Sie wollten auf seinen Wegen nicht wandeln. Hier redet der Prophet auf einmal in der dritten Person; bisher hat er sich den anderen zugesellt, weil doch auch er ein Glied des Volkes war und bei solchem Gewirr der Sünde seinen Anteil an der Befleckung, wie an der Verantwortung hatte. Wenn er hier nun spricht: „sie“ wollten nicht, so drückt er damit sein Missfallen an jener Verachtung Gottes aus, die in wildem Übermut sein Joch von sich wies. Mit solchem Tun will Jesaja nichts gemein haben. – So ist den Juden ihr Unglück mit Recht widerfahren; und auch wir mögen uns scheuen und zur Einsicht kehren. Wollen auch wir nicht hören, wo Gott so liebevoll ladet und seine Freundlichkeit und vergebende Milde uns bezeugt, dann wird es auch uns nicht anders gehen, wie jenen.

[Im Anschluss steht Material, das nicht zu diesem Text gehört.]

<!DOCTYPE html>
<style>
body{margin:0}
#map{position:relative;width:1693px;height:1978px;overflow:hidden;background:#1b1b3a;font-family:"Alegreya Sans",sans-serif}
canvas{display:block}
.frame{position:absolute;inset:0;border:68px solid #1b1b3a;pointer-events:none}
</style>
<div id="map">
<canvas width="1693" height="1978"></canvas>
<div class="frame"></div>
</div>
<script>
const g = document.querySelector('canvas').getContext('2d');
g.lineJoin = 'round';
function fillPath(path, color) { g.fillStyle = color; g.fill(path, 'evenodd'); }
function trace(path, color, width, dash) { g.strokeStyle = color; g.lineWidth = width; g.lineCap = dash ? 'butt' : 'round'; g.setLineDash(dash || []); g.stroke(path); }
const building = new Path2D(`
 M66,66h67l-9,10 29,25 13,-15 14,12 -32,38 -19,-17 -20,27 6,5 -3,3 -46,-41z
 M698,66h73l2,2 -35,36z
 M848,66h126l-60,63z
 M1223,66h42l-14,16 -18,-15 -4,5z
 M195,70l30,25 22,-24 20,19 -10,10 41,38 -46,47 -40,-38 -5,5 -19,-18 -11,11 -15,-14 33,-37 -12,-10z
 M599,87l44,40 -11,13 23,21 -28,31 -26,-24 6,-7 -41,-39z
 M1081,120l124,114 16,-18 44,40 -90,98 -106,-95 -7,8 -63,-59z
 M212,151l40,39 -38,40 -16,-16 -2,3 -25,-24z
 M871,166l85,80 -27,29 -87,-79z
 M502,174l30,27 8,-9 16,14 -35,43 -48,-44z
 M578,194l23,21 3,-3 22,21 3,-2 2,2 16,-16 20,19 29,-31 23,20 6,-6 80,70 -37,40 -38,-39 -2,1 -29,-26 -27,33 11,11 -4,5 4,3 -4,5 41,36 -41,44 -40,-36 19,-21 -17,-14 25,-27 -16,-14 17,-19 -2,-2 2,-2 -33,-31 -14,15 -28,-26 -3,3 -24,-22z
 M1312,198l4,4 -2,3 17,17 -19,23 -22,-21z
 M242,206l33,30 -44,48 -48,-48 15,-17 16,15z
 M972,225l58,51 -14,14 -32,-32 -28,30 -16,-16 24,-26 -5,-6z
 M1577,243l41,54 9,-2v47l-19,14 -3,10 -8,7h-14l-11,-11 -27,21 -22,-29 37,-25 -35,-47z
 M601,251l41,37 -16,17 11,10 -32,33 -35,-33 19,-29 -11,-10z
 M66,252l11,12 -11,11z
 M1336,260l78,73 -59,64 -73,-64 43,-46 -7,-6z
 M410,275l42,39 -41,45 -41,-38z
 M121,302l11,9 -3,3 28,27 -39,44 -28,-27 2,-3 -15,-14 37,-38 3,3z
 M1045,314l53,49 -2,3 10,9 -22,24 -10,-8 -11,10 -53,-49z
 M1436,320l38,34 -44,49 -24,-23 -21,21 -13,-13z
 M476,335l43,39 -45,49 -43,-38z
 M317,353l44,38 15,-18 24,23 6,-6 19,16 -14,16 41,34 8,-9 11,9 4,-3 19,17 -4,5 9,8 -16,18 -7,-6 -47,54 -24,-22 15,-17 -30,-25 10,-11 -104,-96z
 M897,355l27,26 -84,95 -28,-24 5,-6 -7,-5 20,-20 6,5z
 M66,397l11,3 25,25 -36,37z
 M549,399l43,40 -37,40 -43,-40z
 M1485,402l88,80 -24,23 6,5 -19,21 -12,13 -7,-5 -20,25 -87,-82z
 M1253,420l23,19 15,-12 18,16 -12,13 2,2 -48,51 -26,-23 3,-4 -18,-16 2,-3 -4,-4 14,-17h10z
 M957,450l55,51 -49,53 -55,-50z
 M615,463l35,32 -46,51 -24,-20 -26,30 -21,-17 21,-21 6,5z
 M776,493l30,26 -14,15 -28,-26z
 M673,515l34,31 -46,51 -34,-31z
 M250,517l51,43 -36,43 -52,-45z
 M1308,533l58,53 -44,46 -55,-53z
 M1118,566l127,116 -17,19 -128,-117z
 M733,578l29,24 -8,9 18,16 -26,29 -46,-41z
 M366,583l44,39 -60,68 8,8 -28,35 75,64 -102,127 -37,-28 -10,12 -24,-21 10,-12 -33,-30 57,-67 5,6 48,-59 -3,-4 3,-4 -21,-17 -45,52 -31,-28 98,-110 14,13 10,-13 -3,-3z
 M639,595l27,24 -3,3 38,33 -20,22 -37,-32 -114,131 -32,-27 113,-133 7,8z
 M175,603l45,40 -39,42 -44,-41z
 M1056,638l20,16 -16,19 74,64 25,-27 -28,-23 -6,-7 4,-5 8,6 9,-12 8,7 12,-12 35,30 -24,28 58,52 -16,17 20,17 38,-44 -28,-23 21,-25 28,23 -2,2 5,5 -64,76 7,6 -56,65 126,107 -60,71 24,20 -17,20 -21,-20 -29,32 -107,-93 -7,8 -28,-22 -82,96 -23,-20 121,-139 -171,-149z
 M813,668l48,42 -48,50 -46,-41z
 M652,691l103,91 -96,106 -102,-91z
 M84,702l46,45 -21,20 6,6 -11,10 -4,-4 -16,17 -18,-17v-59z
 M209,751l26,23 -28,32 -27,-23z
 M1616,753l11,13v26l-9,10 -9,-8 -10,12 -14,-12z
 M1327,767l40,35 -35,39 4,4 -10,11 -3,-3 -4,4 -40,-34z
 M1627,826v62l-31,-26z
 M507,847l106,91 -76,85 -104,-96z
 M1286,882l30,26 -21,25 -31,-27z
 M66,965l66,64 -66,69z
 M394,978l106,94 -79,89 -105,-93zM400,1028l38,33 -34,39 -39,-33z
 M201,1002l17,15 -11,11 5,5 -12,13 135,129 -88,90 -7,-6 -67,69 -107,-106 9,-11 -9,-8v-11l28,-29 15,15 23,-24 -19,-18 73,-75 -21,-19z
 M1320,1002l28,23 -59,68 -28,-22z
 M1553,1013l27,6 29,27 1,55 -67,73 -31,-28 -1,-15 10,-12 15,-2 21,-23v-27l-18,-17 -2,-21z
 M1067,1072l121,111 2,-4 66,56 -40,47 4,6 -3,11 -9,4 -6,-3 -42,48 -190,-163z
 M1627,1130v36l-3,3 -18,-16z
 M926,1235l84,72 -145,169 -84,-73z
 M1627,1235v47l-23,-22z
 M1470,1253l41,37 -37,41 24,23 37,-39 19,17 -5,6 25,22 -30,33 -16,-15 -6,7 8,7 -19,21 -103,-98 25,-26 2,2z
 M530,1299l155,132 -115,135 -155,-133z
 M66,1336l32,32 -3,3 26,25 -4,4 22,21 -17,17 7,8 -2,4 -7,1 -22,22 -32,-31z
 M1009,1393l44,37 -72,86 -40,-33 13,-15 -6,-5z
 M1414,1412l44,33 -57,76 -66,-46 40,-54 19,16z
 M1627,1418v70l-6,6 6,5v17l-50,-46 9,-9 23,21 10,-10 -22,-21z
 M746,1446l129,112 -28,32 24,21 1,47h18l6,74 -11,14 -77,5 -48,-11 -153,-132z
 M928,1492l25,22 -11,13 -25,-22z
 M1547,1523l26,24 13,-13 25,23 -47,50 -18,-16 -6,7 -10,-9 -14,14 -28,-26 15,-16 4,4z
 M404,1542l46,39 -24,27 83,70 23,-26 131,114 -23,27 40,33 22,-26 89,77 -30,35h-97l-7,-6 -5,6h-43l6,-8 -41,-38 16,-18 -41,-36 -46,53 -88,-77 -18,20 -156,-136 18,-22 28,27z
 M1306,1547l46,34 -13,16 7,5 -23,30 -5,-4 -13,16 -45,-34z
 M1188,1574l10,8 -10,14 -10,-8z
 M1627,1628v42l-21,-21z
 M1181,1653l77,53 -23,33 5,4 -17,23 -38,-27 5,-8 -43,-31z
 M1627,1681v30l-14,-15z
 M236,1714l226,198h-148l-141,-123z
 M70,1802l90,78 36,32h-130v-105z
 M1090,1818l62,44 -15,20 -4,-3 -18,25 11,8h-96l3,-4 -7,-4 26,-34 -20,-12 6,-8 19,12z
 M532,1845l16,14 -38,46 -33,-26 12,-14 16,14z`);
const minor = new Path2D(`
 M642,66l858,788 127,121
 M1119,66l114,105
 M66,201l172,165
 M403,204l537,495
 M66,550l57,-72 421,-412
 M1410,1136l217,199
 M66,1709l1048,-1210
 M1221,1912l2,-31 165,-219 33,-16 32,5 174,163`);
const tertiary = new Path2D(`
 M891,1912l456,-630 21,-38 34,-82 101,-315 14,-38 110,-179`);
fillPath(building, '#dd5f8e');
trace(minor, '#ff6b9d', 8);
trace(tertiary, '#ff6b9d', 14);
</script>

V. 25. Drum hat er über sie ausgeschüttet den Grimm seines Zornes usw. Die Wucht und Heftigkeit der Züchtigung, die Gott über das Volk verhängt, beschreibt der Prophet in mancherlei Bildern. Er schüttet aus den Grimm seines Zorns, wie einen Blitz, oder wie die Wasser, da am Tage der Sintflut die Schleusen des Himmels zerrissen und seine Fenster sich auftaten, und die Flut bracht hervor mit brüllendem Getöse. Die Kriegsmacht von der nachher die Rede ist, hat man hier und da auf menschliche Feinde gedeutet, die Gott gegen die Juden aufstehen lasse; war nicht in der Tat Nebukadnezar eine Geißel Gottes? Aber Jesaja stellt hier wohl den Herrn selbst als bewaffneten Kriegsmann und grimmigen Kämpen hin, der auf mancherlei Weise den Streit mit seinem Volke führt: durch Hungersnot, Krankheit und Krieg, durch das ganze Heer der Plagen, die er je und je über Menschenkinder kommen lässt. Erscheint uns dergleichen zu hart und schwer, so lasst uns auf unsere Sünden schauen! – Sie nehmen es nicht zu Herzen. Ja wenn wir es sorgsam bedächten, und das Eine alle Zeit in Herz und Sinn geschrieben stünde: der Herr ist Richter! dann würden wir alsbald geheilt sein von unserem Unverstand. Und wenn heute, wo Gott fast keinen Winkel der Welt mit seinen Plagen verschont, die Menschen dennoch mit ungebändigtem Sinn sich wider ihn auflehnen, ist es dann ein Wunder, dass er zu immer härterer Züchtigung greift?